▶ _WORK TASK_: Search the records for the string "direction". Copy each line where it occurs.

▶ _TASK INPUT_:

....

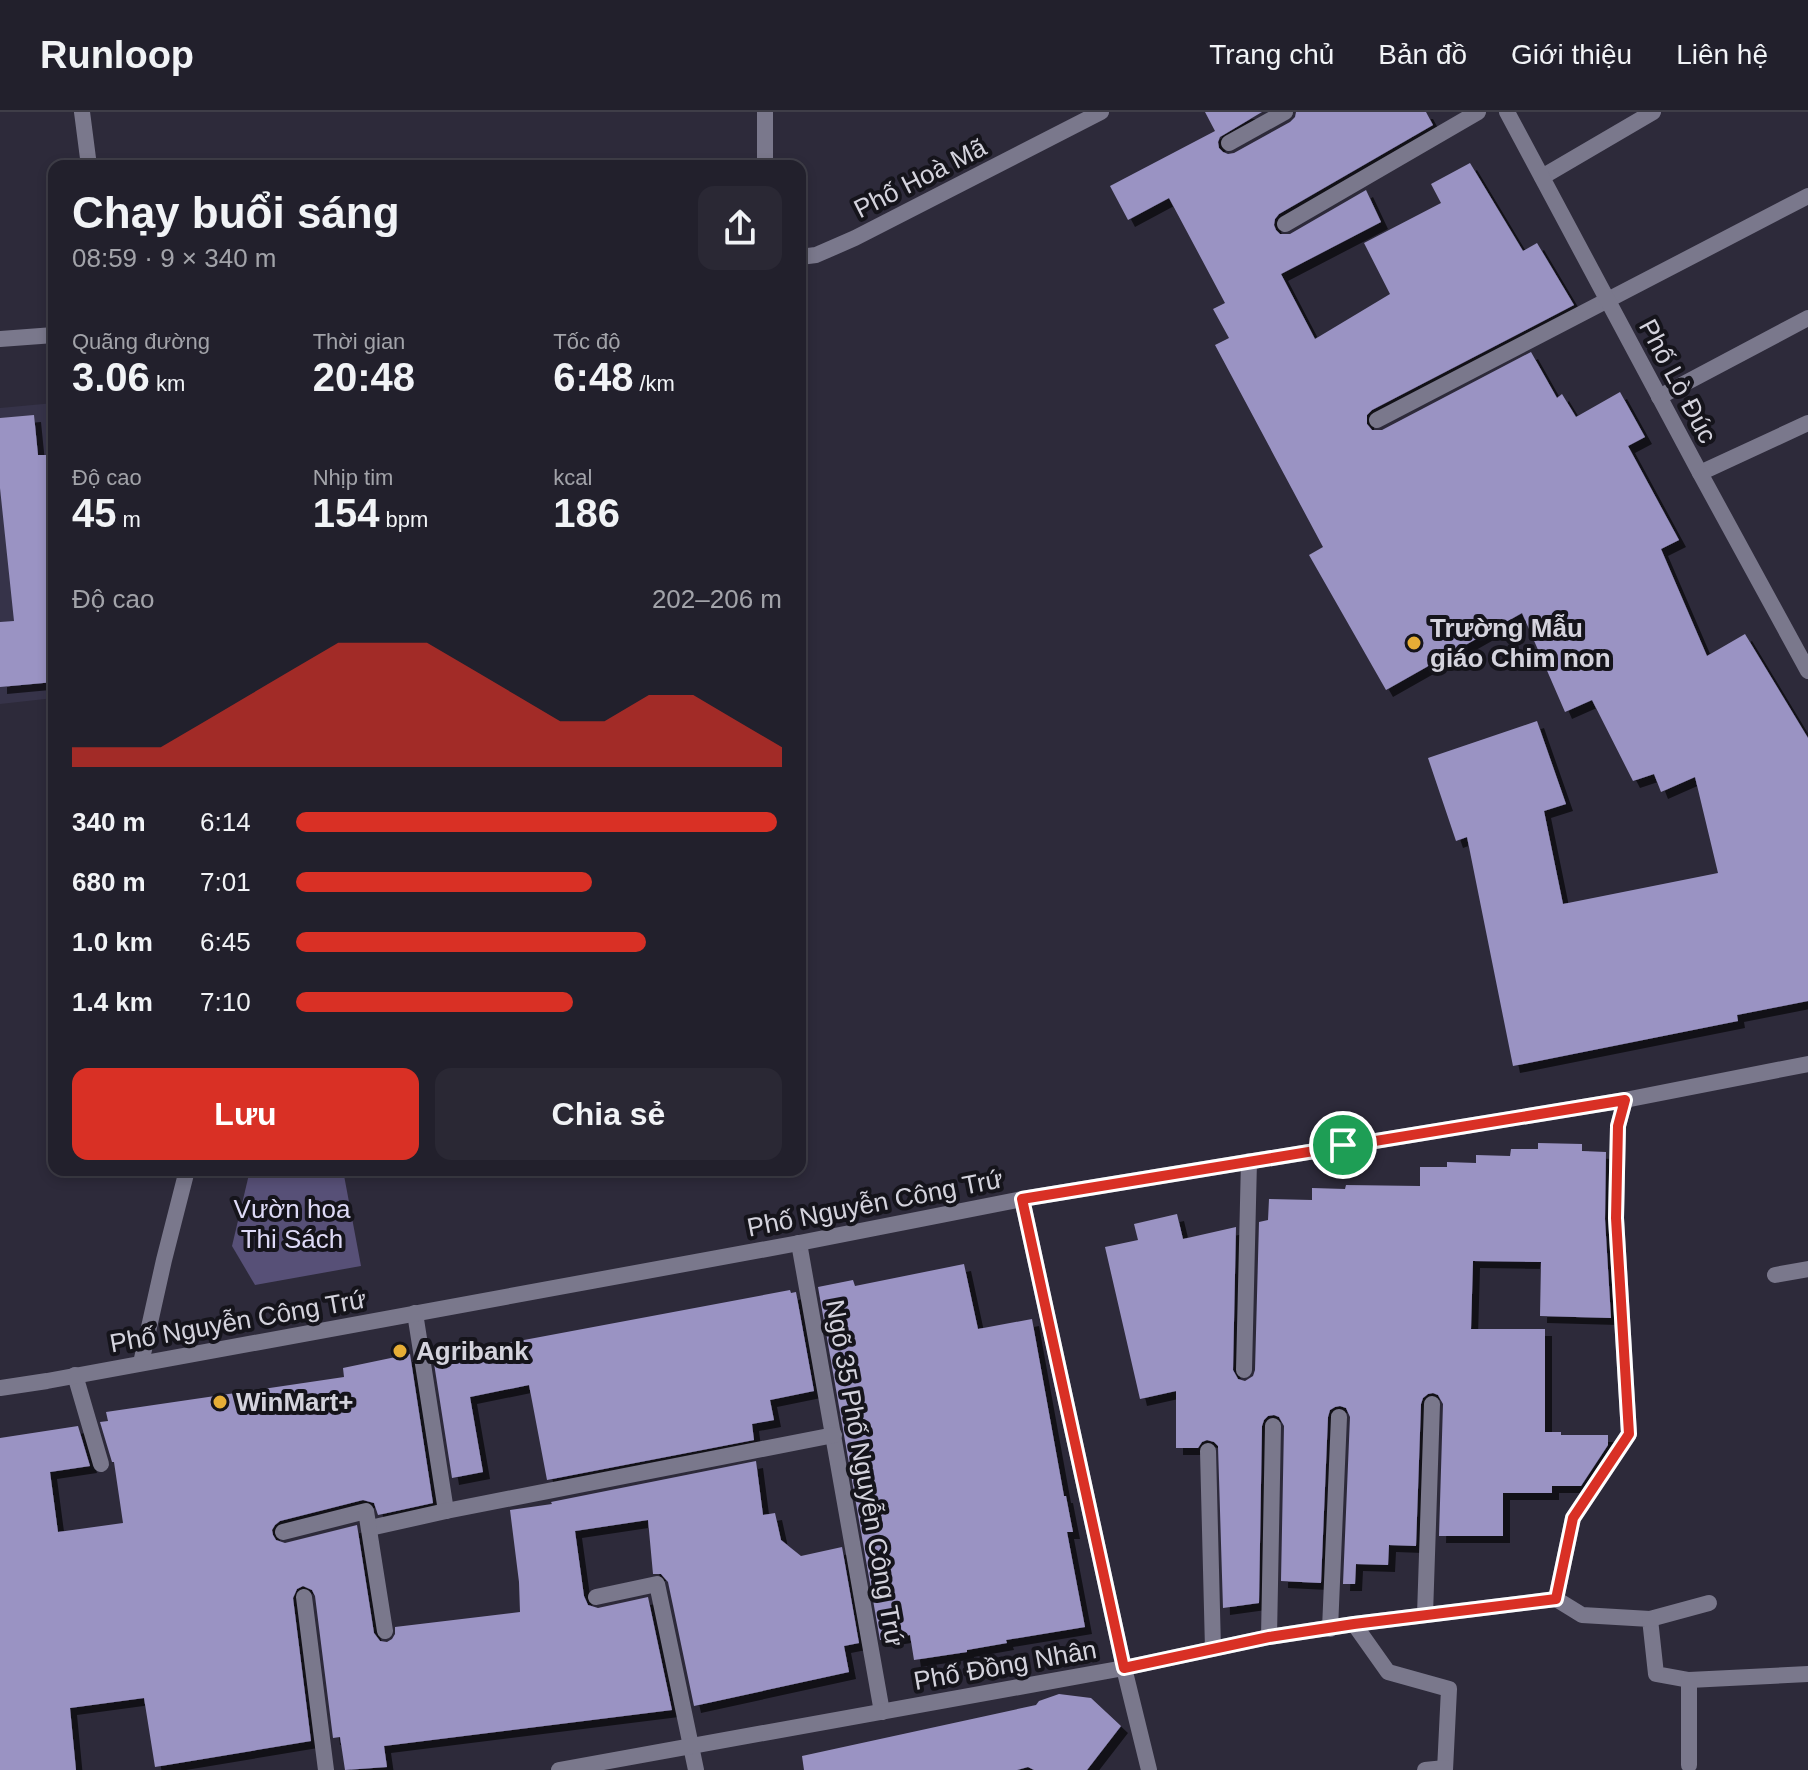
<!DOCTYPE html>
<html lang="vi">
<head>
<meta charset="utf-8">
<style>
	:root { --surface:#22202c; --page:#2a2834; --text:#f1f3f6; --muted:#a2a3a9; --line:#3f3e48; --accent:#d93025 }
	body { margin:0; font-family:Arial,sans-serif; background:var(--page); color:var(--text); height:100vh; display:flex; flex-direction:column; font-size:30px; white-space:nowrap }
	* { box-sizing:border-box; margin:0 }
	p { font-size:26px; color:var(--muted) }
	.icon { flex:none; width:44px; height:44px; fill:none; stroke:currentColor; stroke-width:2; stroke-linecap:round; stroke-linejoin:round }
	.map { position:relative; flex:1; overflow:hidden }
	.drawer { position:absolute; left:48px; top:48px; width:758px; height:1016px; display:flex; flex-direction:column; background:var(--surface); border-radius:16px; box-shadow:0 4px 12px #0003,0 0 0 2px var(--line) }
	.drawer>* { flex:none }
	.pin { position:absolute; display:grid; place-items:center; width:68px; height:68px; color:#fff; margin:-34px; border:4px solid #fff; border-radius:50%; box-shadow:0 2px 8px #0007 }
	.round { display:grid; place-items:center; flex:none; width:84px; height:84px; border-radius:16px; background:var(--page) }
	.summary { display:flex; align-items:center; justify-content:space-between; height:136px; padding:0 24px }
	h1 { font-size:44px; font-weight:700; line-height:60px }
	.stats { display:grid; grid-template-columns:repeat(3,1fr); gap:12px; height:136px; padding:8px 24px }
	.stats div { display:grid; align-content:center }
	.stats b { font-size:40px; font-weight:700 }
	.stats small { font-size:22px; font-weight:400 }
	.stats p { font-size:22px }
	.chart { height:224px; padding:16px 24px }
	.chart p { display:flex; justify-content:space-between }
	.chart svg { width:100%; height:144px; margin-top:8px; fill:var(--accent); opacity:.7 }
	.primary-button { display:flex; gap:16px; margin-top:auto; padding:16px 24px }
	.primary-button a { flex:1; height:92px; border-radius:16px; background:var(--accent); color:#fff; font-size:32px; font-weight:700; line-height:92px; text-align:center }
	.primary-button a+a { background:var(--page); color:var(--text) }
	ul { padding:0 24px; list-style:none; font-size:26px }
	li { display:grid; grid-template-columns:128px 96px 1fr; align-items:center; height:60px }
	li i { height:20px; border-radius:10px; background:var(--accent) }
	header { display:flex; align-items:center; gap:48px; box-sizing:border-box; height:112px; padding:0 40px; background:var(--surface); border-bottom:2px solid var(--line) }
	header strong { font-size:38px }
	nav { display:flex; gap:44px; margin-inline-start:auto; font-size:28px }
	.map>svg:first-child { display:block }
</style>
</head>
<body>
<header>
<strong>Runloop</strong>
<nav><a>Trang chủ</a><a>Bản đồ</a><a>Giới thiệu</a><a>Liên hệ</a></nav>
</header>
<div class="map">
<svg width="1808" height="1658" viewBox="0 0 1808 1658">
	<defs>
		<filter id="shadow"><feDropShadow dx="7" dy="7" stdDeviation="0" flood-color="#0009"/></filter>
	</defs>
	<rect width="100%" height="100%" fill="#2d2a3a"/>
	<polygon fill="#363349" points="54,291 54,586 0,592 0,296"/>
	<polygon fill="#575077" points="250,1058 343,1058 361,1154 255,1173 232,1134"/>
	<g fill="#9a93c3" filter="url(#shadow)">
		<polygon points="1205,0 1262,0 1220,25 1218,30 1219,36 1223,40 1228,42 1234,41 1290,10 1295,5 1296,0 1426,0 1433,13 1279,102 1275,107 1274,113 1276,118 1280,122 1290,122 1366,78 1381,110 1281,162 1315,227 1390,182 1364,131 1441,91 1431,72 1470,51 1523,139 1537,131 1574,193 1372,298 1367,303 1367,312 1372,318 1382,318 1531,240 1557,286 1562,282 1576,305 1620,280 1645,325 1628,334 1679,428 1661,437 1707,544 1745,522 1808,626 1808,889 1737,903 1738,909 1513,954 1467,725 1456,729 1428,646 1537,609 1566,692 1544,699 1563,792 1718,761 1695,665 1661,680 1654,662 1633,669 1592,588 1565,600 1522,501 1386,578 1309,443 1323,435 1215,233 1229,226 1213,197 1225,191 1169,86 1128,108 1110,74 1215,19"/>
		<polygon points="34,303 38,343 46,343 50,370 54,369 54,570 0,575 0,510 14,509 0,376 0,306"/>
		<polygon points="1538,1031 1582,1032 1582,1039 1606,1040 1605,1107 1611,1206 1540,1204 1541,1150 1473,1149 1471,1217 1545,1217 1545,1320 1561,1320 1561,1323 1608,1323 1608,1333 1581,1374 1552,1374 1552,1381 1503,1381 1503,1424 1439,1424 1443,1292 1438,1283 1433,1281 1428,1282 1423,1286 1421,1292 1416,1434 1389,1433 1388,1453 1356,1452 1355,1472 1343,1472 1350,1305 1346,1296 1340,1294 1335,1295 1330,1298 1328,1305 1321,1471 1281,1469 1284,1314 1279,1305 1274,1303 1268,1304 1264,1308 1262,1314 1259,1491 1223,1496 1218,1334 1214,1330 1207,1328 1202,1330 1198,1336 1176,1336 1176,1279 1140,1287 1105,1135 1138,1128 1134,1112 1177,1102 1183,1127 1236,1115 1233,1258 1238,1267 1245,1269 1253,1264 1255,1258 1259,1110 1268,1108 1269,1087 1312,1088 1312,1076 1345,1077 1346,1073 1420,1074 1420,1055 1447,1055 1447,1050 1476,1051 1476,1043 1510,1044 1511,1037 1538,1037"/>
		<polygon points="964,1152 978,1217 1032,1207 1064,1384 1066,1384 1070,1405 1073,1420 1067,1420 1085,1515 1006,1528 1007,1531 967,1538 967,1540 914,1548 910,1523 880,1528 818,1175 853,1168 855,1174"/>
		<polygon points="790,1178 791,1181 796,1180 814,1279 770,1288 774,1308 752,1312 754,1328 547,1368 529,1273 470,1285 483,1360 452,1366 433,1245"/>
		<polygon points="410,1242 433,1391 378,1403 374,1391 363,1388 280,1409 275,1413 272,1418 273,1423 276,1428 285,1431 357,1413 374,1521 380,1529 387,1530 392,1527 395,1522 395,1515 520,1500 519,1470 510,1398 552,1392 551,1390 756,1349 763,1403 775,1401 781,1428 801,1444 842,1435 859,1531 844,1534 849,1560 694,1594 668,1470 661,1462 653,1462 648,1408 575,1419 584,1484 588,1493 598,1496 648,1485 672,1598 384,1634 387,1655 345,1658 340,1625 333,1626 315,1484 312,1478 303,1474 297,1477 293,1486 311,1629 155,1655 144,1586 70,1596 76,1658 0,1658 0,1326 78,1314 90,1354 50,1360 58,1420 123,1411 114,1350 112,1350 100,1310 108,1309 106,1300 344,1265 343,1256"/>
		<polygon points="1059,1582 1091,1586 1121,1614 1087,1658 1034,1658 1028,1655 1017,1658 804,1658 802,1644 1036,1593 1039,1589"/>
	</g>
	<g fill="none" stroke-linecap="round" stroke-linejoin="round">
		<g stroke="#7a788c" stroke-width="16">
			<polyline points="1229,31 1285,0"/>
			<polyline points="1542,65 1653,0"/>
			<polyline points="1285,112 1478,0"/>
			<polyline points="1659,285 1808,206"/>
			<polyline points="1377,308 1808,84"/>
			<polyline points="1700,361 1808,311"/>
			<polyline points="1625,988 1618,1014 1616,1106 1629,1322 1573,1406 1556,1487 1582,1503 1650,1507 1656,1562 1689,1568 1808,1562"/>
			<polyline points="799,1131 882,1600"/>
			<polyline points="1775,1163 1808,1157"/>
			<polyline points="415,1201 446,1399"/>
			<polyline points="1244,1258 1249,1049"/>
			<polyline points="75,1263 101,1352"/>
			<polyline points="1208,1339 1213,1537"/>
			<polyline points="370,1416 446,1399 834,1323"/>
			<polyline points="283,1420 366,1399 385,1519"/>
			<polyline points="304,1485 326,1658"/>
			<polyline points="596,1485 657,1472 696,1658"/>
			<polyline points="1425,1503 1432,1292"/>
			<polyline points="1650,1507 1709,1491"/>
			<polyline points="1354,1512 1388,1560 1449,1577 1445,1658"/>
			<polyline points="1330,1517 1339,1305"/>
			<polyline points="1269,1525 1273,1314"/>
			<polyline points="1689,1568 1689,1653"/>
			<polyline points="1425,1658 1445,1656"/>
		</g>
		<g stroke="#7a788c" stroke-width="16">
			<polyline points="82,0 89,54"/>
			<polyline points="765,54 765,0"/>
			<polyline points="800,145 816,143 855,126 1101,0"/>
			<polyline points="0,227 54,223"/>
			<polyline points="1022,1087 1124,1556 1149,1658"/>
			<polyline points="141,1251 164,1148 187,1058"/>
			<polyline points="559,1658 1124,1556 1269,1525 1354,1512 1556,1487"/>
		</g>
		<g stroke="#7a788c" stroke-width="16">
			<polyline points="1507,0 1700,361 1808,559"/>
			<polyline points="0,1276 47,1269 799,1131 1022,1087 1625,988 1808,952"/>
		</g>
	</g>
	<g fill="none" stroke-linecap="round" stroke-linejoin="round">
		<g stroke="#fff" stroke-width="16">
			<polygon id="route" points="1625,988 1618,1014 1616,1106 1629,1322 1573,1406 1556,1487 1354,1512 1269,1525 1124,1556 1022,1087"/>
		</g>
		<use href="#route" stroke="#d93025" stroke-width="10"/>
	</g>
	<g fill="#e6ad36" stroke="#15141b" stroke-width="3">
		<circle cx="1414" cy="531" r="8"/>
		<circle cx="400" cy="1239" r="8"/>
		<circle cx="220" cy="1290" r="8"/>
	</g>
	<g text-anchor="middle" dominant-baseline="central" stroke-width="8" stroke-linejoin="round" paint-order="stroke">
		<g font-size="26" fill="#d4d3dd" stroke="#15141b">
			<text transform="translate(920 66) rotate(-27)">Phố Hoà Mã</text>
			<text transform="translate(1678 269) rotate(62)">Phố Lò Đúc</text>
			<text transform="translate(875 1091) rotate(-11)">Phố Nguyễn Công Trứ</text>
			<text transform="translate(238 1209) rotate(-10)">Phố Nguyễn Công Trứ</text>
			<text transform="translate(865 1361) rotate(80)">Ngõ 35 Phố Nguyễn Công Trứ</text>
			<text transform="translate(1005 1553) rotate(-10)">Phố Đồng Nhân</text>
		</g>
		<g font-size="26" font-weight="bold" fill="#d4d3dd" stroke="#15141b" text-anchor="start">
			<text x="1430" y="516">Trường Mẫu<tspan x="1430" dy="30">giáo Chim non</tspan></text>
			<text x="416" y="1239">Agribank</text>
			<text x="236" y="1290">WinMart+</text>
		</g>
		<g font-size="26" fill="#dedaf7" stroke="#15141b">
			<text x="292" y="1097">Vườn hoa<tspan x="292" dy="30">Thi Sách</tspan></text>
		</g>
	</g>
</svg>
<div class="pin" style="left:1343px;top:1033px;background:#1e9e55"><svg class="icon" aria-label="arrive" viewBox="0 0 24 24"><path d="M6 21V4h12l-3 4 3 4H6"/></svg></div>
<section class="drawer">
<div class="summary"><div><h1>Chạy buổi sáng</h1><p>08:59 · 9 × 340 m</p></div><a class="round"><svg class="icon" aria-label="share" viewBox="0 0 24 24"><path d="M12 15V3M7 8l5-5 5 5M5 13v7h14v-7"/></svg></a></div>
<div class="stats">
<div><p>Quãng đường</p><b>3.06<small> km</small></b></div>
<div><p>Thời gian</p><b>20:48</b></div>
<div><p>Tốc độ</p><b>6:48<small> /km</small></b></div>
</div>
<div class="stats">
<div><p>Độ cao</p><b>45<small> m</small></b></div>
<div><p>Nhịp tim</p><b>154<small> bpm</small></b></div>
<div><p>kcal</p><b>186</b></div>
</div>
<div class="chart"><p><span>Độ cao</span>202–206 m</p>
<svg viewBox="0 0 160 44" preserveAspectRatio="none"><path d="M0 44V38L10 38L20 38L30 30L40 22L50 14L60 6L70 6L80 6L90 14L100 22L110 30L120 30L130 22L140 22L150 30L160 38V44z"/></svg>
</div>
<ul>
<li><b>340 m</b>6:14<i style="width:99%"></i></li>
<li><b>680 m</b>7:01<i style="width:61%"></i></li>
<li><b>1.0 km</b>6:45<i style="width:72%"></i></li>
<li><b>1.4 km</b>7:10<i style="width:57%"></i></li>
</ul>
<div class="primary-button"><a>Lưu</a><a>Chia sẻ</a></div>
</section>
</div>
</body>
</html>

....

▶ _ANSWER TO THE EXERCISE_:
	body { margin:0; font-family:Arial,sans-serif; background:var(--page); color:var(--text); height:100vh; display:flex; flex-direction:column; font-size:30px; white-space:nowrap }
	.drawer { position:absolute; left:48px; top:48px; width:758px; height:1016px; display:flex; flex-direction:column; background:var(--surface); border-radius:16px; box-shadow:0 4px 12px #0003,0 0 0 2px var(--line) }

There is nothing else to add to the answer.